MATERIAL FOR THIS TASK:
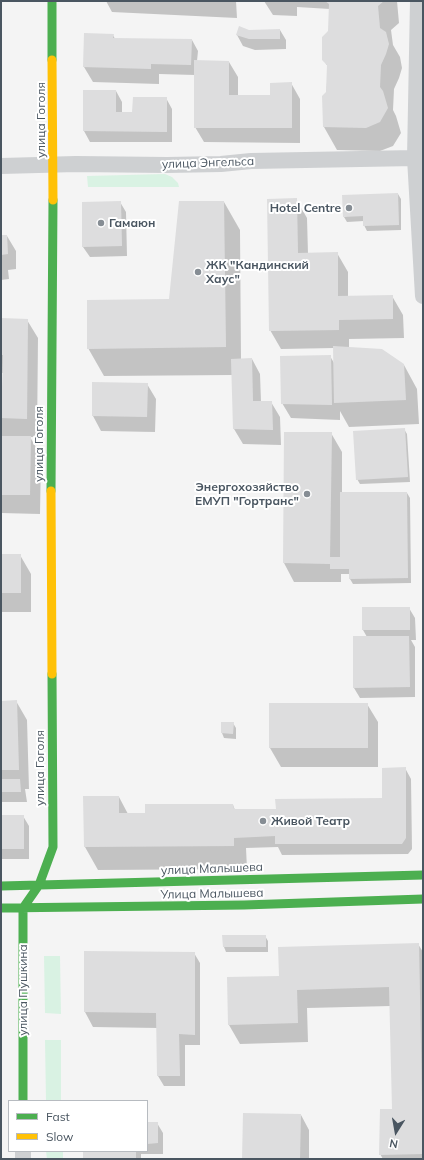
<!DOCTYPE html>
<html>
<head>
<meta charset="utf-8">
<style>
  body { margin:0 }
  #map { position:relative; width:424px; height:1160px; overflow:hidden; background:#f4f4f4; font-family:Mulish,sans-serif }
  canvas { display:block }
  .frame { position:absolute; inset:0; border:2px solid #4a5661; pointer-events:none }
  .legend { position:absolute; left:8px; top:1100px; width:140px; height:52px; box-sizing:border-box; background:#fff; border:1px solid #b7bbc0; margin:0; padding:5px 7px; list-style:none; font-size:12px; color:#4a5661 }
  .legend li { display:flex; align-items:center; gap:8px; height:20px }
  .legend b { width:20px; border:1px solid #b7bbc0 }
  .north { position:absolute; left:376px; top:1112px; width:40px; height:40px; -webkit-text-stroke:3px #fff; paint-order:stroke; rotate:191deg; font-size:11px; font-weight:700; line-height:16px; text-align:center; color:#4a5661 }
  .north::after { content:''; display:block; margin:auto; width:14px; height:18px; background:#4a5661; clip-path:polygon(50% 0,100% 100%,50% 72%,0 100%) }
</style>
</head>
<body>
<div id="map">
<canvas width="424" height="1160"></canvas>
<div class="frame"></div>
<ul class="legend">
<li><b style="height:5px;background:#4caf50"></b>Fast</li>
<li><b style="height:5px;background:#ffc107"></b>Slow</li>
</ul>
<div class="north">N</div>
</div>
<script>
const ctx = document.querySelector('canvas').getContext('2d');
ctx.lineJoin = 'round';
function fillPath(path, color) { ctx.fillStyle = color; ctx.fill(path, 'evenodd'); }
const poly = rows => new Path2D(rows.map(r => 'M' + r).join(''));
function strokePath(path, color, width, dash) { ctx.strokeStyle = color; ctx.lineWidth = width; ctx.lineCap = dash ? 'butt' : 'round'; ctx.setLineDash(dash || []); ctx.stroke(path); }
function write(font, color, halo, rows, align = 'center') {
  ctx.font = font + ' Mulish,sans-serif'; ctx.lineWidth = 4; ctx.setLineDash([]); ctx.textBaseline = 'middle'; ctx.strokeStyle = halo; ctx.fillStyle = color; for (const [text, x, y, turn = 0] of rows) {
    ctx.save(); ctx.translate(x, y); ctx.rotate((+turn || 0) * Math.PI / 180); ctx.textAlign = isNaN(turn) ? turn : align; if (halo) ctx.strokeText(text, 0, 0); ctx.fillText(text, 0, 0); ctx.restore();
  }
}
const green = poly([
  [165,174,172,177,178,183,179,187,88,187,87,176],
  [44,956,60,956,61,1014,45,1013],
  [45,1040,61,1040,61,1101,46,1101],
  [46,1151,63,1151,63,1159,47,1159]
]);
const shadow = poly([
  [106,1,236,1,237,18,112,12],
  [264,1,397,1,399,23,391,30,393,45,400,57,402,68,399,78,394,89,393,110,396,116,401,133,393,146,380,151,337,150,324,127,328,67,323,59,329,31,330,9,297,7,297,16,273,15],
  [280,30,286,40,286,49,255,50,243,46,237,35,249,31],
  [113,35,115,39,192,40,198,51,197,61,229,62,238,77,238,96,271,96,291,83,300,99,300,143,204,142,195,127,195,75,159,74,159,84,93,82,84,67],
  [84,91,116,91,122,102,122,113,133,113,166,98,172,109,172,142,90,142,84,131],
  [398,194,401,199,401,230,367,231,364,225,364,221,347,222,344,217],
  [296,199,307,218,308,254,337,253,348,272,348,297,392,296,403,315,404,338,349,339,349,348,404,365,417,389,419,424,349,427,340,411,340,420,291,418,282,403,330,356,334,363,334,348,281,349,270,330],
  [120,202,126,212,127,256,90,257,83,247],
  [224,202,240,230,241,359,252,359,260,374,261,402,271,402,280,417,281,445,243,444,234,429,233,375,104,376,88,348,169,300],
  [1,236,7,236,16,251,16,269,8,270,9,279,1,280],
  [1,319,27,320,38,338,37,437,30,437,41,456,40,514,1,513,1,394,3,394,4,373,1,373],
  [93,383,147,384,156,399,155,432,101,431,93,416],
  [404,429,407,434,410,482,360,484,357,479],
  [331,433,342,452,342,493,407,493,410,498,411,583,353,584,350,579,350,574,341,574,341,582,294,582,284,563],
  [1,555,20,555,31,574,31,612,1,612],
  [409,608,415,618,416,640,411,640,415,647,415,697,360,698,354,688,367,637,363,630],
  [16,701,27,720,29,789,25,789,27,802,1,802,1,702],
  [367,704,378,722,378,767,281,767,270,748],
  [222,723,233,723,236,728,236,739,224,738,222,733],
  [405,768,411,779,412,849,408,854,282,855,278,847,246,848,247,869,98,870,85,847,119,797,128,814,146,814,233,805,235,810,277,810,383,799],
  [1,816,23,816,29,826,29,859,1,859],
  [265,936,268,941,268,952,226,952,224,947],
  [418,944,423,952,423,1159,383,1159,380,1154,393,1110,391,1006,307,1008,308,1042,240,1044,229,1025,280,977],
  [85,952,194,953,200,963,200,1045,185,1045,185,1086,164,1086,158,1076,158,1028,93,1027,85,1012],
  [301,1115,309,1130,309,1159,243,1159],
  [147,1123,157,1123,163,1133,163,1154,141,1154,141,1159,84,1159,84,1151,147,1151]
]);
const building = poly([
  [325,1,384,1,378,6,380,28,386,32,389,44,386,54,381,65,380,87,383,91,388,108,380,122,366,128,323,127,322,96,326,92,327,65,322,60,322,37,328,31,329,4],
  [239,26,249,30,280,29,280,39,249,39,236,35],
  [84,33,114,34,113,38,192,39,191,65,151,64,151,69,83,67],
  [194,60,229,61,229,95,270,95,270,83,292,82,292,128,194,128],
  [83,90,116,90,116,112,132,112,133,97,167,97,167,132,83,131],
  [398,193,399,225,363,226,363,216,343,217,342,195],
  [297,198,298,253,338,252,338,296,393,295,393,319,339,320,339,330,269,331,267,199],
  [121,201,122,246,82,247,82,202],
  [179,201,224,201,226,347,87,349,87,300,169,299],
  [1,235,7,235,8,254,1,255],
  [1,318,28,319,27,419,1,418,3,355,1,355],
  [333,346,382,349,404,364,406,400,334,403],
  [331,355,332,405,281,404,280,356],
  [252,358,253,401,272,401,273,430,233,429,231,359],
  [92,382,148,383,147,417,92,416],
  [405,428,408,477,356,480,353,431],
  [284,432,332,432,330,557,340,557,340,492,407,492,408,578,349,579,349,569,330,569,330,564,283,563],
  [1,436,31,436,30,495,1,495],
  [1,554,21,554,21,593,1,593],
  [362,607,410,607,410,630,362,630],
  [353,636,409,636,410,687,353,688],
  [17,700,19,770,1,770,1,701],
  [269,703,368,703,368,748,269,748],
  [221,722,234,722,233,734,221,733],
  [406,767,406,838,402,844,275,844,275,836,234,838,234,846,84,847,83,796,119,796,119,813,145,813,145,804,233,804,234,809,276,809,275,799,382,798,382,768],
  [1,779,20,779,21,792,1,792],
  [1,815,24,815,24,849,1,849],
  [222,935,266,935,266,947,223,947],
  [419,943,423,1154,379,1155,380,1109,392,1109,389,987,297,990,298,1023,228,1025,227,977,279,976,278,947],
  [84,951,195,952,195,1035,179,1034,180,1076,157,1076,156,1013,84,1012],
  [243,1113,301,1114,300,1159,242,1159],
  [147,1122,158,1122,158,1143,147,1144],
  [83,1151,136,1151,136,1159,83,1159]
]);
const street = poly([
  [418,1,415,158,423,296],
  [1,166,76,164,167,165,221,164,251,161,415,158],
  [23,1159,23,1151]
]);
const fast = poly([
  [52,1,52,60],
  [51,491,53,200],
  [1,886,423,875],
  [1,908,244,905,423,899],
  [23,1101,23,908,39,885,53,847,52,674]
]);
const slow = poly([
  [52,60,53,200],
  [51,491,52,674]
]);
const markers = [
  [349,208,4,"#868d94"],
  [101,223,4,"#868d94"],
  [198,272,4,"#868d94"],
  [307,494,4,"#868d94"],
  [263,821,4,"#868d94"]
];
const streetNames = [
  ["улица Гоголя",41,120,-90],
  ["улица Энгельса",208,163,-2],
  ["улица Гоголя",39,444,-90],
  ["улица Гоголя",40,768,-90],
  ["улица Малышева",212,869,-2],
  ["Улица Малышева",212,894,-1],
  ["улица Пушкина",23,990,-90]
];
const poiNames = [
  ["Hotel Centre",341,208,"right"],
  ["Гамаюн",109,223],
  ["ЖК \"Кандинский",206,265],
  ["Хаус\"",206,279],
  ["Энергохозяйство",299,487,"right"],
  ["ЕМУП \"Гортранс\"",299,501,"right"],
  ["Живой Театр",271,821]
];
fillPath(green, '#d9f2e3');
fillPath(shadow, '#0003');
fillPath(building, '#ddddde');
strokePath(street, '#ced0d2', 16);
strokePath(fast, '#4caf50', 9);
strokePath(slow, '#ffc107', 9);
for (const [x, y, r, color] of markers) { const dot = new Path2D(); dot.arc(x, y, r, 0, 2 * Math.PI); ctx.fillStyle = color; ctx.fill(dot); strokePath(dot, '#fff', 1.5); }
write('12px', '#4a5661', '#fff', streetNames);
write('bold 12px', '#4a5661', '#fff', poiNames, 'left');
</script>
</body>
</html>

...

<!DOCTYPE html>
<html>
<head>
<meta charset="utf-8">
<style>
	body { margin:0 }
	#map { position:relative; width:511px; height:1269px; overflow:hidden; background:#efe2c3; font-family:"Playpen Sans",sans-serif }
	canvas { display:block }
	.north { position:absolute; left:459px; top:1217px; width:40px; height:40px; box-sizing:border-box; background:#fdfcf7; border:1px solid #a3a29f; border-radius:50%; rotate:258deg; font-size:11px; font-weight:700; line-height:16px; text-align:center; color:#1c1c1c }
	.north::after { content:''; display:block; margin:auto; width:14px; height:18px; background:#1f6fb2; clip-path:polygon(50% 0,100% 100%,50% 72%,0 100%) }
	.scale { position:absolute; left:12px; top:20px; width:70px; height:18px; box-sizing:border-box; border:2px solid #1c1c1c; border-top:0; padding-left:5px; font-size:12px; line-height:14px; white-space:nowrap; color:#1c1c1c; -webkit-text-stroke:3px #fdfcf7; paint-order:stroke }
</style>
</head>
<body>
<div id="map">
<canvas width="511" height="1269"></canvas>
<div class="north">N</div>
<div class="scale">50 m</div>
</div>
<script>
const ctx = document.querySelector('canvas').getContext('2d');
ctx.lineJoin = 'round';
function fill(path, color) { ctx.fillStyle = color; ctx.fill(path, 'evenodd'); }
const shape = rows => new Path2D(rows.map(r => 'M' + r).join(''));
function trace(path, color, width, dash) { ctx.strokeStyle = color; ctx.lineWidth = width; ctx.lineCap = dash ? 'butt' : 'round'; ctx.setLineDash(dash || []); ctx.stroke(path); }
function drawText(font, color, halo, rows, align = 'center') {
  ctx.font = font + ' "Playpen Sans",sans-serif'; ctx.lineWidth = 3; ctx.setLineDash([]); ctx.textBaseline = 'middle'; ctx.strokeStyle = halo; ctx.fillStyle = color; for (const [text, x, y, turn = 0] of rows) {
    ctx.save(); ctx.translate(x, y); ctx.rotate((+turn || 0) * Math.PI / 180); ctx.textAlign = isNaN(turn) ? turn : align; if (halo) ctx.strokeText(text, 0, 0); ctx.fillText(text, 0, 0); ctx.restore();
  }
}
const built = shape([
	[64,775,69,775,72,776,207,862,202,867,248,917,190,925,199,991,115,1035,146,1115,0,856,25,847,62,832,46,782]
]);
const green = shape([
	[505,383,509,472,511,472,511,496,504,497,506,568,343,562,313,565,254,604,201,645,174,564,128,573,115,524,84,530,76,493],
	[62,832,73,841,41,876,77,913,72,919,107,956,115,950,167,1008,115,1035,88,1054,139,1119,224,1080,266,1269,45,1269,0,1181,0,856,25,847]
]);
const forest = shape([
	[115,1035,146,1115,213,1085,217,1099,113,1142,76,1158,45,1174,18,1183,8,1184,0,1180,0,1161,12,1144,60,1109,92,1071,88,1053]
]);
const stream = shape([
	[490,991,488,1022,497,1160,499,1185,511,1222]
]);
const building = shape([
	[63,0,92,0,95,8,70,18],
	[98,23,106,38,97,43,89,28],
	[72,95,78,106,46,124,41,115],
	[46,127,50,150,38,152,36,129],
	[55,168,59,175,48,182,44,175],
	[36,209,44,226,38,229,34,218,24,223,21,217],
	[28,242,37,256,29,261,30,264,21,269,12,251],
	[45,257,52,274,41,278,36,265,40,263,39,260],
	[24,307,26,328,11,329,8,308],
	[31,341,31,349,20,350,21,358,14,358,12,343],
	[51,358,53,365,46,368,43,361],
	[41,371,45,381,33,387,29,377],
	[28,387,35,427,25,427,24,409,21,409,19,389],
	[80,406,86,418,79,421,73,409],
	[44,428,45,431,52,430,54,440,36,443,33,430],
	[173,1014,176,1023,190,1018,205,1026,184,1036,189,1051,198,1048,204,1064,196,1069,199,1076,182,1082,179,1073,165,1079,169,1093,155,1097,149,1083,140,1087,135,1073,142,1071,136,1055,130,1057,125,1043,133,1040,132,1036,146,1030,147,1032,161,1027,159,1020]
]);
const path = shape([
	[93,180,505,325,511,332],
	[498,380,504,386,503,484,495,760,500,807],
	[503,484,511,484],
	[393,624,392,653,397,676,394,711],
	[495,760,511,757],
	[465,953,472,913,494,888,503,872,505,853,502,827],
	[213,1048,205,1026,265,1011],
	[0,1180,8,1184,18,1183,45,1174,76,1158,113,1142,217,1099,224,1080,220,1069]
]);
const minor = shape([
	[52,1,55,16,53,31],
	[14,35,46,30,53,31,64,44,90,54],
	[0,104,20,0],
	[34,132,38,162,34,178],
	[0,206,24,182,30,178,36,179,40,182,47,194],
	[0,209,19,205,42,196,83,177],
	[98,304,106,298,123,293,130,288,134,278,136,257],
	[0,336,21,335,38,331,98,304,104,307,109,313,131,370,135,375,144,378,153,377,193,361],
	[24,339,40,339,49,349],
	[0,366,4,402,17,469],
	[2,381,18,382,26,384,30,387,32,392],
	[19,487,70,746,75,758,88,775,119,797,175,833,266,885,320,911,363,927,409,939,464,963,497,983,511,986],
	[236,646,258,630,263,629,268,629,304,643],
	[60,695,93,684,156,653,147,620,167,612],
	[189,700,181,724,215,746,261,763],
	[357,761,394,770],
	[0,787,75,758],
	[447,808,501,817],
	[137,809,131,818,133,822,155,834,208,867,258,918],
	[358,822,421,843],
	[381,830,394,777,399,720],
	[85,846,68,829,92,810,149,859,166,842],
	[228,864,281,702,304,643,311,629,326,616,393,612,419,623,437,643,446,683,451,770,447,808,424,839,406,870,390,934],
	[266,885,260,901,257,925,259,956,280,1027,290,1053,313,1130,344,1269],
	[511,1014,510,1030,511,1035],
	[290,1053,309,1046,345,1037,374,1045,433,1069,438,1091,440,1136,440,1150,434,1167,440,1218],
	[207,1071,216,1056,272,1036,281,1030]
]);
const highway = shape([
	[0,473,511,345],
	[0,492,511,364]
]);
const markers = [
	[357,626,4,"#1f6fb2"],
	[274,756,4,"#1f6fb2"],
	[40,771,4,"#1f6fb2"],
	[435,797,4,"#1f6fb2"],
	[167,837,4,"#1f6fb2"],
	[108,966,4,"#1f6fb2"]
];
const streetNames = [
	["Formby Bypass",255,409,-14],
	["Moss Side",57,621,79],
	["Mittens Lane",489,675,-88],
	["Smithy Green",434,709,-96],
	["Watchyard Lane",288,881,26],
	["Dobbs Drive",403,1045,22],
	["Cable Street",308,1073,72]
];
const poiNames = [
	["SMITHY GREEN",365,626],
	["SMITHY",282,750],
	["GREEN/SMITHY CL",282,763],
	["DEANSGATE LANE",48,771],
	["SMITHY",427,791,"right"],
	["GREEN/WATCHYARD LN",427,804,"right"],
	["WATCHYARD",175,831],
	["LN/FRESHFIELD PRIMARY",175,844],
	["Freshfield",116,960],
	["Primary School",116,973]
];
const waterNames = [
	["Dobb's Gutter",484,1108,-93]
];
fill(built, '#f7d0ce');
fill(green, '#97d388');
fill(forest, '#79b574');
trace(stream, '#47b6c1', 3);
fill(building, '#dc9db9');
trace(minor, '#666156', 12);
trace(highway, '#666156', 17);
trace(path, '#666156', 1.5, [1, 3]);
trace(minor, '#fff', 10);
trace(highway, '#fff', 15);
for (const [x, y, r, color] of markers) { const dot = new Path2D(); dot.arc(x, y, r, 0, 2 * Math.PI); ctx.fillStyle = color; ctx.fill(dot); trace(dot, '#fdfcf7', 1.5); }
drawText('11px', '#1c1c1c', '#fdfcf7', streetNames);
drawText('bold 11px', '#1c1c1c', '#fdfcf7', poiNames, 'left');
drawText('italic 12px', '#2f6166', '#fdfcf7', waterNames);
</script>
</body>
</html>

GOAL OF THE EXERCISE: Say how many lines of the data above have the string "evenodd" in them, and write nothing besides that number.

RESULT BELOW: 2